DESCRIPTION OF THE TASK —
When a line below holds the string "align", show that line.

Dataset entries —
_ _ _ _ _

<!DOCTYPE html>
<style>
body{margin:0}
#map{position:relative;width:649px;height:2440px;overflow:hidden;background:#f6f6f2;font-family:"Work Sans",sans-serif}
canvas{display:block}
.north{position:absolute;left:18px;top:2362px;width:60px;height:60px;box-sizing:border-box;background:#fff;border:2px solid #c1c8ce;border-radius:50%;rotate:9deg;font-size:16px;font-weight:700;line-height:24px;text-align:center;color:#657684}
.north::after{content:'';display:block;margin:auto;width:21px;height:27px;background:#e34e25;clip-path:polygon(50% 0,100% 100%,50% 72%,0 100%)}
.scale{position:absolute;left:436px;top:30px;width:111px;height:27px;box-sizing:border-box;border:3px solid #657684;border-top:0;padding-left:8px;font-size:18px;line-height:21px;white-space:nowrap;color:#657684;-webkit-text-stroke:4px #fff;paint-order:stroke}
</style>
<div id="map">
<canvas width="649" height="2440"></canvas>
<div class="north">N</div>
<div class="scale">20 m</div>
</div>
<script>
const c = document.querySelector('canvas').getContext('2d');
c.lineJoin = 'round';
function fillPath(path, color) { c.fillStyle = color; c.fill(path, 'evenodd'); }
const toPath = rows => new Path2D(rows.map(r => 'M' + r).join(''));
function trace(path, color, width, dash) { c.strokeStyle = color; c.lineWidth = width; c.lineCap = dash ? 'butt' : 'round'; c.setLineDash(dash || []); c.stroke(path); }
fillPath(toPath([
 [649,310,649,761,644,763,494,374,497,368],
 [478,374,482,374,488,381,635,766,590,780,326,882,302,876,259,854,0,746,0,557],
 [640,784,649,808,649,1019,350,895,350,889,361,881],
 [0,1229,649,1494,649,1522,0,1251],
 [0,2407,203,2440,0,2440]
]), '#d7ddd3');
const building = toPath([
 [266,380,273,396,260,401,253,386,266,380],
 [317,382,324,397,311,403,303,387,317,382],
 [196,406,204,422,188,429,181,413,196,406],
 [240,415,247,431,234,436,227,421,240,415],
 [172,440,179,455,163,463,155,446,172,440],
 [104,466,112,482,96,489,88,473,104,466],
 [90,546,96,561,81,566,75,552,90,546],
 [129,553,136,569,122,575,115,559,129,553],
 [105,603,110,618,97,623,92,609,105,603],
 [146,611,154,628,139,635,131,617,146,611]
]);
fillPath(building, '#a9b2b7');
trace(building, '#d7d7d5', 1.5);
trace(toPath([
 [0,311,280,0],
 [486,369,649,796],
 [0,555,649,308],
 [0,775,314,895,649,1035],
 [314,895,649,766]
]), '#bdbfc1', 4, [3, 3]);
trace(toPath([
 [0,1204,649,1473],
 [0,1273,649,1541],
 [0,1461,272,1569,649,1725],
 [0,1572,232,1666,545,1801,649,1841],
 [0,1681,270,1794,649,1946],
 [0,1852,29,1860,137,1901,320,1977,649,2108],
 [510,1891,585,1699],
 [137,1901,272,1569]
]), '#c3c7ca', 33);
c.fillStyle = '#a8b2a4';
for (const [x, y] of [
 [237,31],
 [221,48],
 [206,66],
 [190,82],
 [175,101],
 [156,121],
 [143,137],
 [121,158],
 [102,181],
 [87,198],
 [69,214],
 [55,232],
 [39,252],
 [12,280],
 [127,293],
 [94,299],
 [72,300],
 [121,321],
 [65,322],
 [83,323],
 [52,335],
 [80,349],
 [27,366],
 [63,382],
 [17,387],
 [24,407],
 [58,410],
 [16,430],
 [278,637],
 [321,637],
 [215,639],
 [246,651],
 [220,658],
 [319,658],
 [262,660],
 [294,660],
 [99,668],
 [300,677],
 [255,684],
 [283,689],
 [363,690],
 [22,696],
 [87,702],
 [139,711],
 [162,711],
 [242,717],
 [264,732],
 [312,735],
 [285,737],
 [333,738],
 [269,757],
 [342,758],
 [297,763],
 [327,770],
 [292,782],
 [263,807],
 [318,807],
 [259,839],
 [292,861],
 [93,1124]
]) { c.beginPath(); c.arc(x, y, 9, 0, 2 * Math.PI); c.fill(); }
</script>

_ _ _ _ _

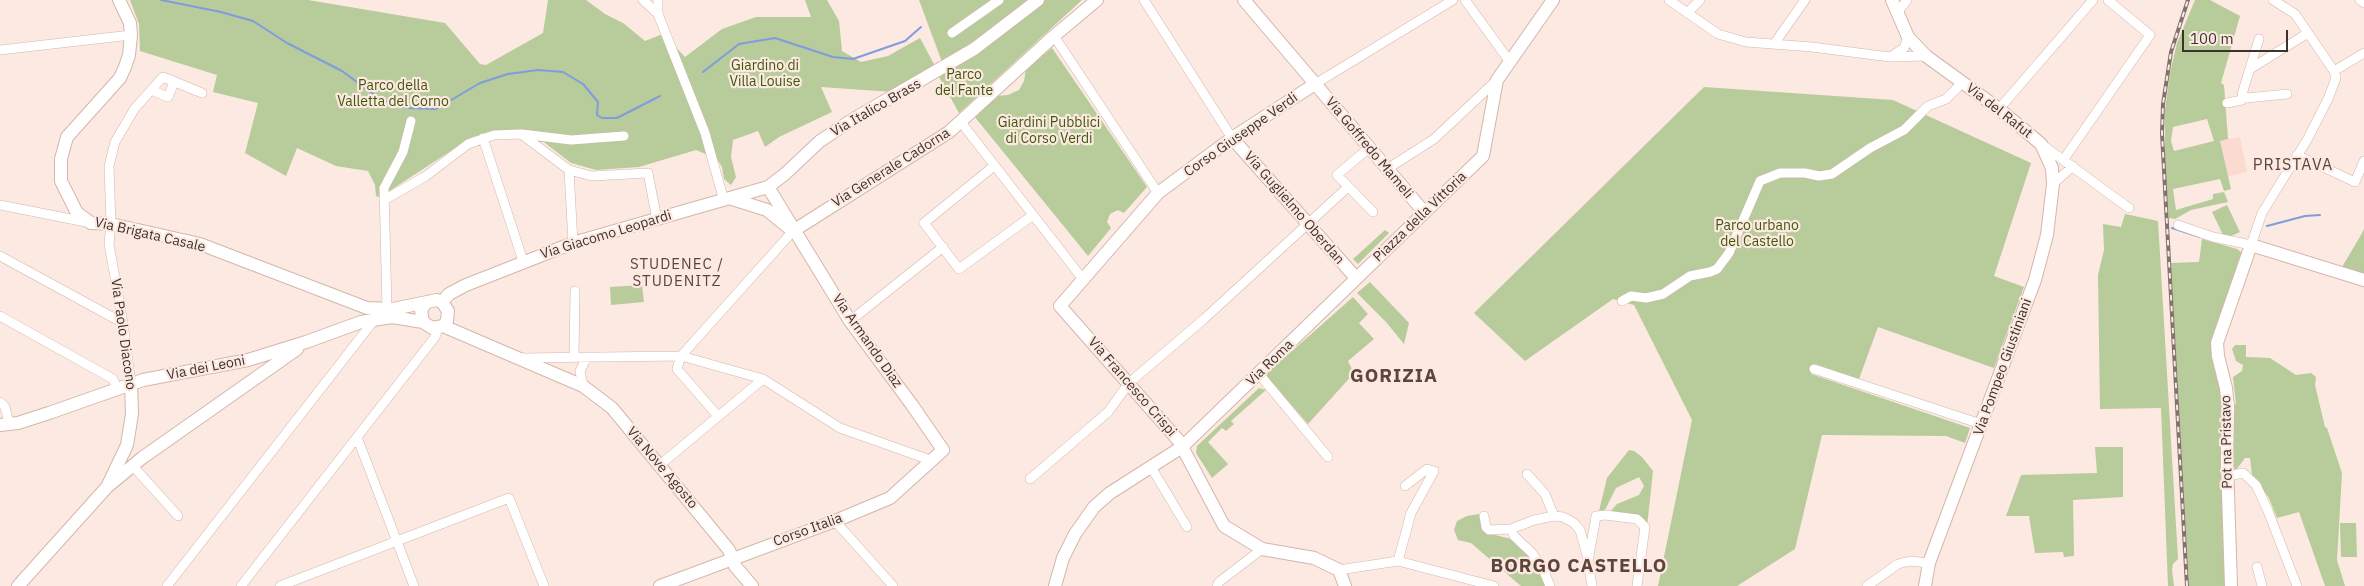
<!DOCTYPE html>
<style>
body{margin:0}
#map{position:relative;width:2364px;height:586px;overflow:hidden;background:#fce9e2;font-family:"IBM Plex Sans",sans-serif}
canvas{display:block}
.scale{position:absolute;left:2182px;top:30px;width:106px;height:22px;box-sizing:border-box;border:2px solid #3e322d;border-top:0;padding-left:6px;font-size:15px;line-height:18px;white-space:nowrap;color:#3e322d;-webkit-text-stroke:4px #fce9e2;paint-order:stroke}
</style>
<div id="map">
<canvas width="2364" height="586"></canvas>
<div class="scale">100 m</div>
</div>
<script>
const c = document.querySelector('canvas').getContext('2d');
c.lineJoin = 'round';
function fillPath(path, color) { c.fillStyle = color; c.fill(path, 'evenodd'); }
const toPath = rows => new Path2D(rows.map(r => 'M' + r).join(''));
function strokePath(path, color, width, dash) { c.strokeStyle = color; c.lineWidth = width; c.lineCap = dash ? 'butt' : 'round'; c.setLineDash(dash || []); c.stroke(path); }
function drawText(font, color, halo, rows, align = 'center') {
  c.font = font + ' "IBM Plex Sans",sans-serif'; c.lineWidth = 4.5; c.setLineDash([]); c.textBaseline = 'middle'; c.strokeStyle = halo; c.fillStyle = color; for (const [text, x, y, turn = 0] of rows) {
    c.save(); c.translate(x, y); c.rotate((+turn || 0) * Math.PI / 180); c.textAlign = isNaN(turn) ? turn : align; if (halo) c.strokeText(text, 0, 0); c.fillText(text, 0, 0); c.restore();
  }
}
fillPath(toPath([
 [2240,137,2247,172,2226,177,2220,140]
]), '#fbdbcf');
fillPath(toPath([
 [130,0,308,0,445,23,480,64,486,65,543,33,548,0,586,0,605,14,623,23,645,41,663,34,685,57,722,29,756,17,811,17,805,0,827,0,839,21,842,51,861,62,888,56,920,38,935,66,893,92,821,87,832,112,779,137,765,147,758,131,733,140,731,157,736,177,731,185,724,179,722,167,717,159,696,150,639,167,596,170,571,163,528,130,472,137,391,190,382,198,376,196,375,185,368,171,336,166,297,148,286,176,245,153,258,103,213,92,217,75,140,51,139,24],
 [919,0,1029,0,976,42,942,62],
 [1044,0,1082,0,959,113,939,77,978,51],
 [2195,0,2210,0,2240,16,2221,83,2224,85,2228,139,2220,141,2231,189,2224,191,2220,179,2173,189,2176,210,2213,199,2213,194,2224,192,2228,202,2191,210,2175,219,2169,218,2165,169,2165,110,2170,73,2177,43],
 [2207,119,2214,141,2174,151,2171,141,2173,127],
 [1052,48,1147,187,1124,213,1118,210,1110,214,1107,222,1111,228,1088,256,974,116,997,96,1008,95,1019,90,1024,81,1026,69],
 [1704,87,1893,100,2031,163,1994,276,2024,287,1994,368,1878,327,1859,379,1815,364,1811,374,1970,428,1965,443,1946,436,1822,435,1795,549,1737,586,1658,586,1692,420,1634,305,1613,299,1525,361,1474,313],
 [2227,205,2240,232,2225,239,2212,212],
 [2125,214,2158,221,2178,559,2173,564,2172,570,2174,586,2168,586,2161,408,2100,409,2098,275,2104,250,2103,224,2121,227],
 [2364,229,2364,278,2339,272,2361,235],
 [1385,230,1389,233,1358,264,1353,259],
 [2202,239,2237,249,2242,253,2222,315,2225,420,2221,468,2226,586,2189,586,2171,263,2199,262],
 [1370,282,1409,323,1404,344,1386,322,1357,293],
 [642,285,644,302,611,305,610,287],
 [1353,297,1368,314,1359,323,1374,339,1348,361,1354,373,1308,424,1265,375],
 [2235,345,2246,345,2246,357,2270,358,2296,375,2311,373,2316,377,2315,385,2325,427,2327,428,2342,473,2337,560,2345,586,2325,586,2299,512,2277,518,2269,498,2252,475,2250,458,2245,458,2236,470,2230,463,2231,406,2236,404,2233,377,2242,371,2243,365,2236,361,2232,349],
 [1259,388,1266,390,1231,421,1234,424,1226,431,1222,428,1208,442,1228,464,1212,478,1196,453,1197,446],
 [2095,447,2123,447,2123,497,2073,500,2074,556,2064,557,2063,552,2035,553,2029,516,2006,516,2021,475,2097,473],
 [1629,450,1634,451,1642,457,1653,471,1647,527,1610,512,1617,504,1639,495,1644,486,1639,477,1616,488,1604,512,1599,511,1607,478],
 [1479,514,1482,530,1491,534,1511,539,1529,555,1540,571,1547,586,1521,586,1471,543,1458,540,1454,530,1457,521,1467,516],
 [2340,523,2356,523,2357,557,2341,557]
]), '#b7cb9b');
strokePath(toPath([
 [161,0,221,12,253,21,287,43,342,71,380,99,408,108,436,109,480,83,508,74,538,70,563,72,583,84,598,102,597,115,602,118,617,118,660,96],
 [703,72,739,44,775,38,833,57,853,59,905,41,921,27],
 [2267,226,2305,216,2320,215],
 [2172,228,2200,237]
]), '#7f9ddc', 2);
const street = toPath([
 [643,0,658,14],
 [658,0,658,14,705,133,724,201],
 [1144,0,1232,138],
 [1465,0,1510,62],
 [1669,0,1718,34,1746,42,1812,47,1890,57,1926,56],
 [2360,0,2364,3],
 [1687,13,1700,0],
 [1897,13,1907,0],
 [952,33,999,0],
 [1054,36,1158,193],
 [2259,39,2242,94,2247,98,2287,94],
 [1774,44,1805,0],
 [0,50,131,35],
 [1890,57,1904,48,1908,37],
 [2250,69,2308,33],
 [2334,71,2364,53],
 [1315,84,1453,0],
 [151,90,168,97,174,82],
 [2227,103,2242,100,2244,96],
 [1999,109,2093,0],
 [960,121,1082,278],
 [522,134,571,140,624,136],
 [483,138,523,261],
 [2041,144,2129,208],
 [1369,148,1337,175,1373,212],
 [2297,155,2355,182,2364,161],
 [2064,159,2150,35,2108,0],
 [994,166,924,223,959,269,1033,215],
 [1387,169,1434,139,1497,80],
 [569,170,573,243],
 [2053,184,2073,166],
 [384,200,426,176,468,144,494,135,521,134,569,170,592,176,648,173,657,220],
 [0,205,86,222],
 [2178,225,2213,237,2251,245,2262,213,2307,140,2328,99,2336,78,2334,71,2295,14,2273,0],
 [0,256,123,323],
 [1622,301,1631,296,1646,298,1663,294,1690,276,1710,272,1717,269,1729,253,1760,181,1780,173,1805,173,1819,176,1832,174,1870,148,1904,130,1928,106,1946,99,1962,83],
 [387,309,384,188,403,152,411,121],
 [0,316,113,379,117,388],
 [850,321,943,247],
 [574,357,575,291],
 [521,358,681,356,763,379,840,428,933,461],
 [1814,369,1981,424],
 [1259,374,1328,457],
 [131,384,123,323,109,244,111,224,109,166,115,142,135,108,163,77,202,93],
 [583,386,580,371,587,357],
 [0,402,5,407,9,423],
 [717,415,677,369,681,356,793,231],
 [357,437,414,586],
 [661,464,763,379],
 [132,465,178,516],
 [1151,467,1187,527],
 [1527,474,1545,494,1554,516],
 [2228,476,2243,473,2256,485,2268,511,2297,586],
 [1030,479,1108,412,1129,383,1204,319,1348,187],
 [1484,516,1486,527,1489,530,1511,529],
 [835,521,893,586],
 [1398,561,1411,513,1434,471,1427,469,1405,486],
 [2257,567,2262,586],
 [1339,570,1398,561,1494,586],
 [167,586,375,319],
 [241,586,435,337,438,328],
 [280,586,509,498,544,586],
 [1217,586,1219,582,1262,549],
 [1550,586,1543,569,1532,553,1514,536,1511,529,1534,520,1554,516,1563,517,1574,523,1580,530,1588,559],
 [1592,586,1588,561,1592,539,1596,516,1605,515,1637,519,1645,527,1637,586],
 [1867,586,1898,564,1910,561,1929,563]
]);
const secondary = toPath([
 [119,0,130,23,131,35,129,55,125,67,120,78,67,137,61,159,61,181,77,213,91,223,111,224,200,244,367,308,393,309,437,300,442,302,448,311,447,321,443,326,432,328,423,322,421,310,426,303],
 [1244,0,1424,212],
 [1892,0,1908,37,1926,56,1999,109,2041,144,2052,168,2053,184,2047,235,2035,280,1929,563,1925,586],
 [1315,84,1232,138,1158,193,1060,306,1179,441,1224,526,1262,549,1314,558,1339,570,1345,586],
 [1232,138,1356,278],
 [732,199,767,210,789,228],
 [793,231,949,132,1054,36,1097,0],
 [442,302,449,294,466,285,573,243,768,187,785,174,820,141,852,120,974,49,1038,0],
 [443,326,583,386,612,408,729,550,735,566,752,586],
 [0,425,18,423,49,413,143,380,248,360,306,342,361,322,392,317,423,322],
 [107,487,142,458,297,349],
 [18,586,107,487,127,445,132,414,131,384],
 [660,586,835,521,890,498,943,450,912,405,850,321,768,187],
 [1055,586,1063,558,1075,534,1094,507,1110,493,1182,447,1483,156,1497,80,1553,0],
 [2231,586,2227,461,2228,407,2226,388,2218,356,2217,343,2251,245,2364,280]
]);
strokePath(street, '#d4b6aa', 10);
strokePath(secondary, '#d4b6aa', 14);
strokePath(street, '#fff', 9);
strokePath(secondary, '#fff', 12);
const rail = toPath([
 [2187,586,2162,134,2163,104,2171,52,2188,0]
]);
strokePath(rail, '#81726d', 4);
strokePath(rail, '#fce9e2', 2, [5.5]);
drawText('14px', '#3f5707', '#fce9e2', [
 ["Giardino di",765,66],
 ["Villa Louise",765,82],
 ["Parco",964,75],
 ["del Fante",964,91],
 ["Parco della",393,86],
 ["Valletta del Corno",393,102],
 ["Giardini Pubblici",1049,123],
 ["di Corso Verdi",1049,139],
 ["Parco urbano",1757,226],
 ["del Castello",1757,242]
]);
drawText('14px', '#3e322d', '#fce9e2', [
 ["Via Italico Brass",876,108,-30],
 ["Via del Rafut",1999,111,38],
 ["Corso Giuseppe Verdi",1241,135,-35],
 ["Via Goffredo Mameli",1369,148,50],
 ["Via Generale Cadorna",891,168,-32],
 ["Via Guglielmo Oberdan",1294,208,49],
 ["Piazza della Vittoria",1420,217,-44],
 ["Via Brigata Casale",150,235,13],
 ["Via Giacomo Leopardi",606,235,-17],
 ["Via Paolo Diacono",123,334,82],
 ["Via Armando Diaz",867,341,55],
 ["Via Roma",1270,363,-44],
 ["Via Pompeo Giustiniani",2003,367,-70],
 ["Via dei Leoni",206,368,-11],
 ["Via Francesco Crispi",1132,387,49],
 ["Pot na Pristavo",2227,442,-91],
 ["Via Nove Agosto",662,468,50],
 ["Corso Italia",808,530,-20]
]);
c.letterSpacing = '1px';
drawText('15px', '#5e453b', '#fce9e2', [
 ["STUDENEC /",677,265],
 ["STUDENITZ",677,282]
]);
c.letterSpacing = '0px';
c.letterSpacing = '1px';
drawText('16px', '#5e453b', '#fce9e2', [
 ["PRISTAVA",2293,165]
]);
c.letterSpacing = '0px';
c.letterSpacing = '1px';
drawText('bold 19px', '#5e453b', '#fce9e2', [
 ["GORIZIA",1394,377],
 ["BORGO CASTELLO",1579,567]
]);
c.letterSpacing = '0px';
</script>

_ _ _ _ _

RESPONSE TO THE EXERCISE —
.north{position:absolute;left:18px;top:2362px;width:60px;height:60px;box-sizing:border-box;background:#fff;border:2px solid #c1c8ce;border-radius:50%;rotate:9deg;font-size:16px;font-weight:700;line-height:24px;text-align:center;color:#657684}
function drawText(font, color, halo, rows, align = 'center') {
    c.save(); c.translate(x, y); c.rotate((+turn || 0) * Math.PI / 180); c.textAlign = isNaN(turn) ? turn : align; if (halo) c.strokeText(text, 0, 0); c.fillText(text, 0, 0); c.restore();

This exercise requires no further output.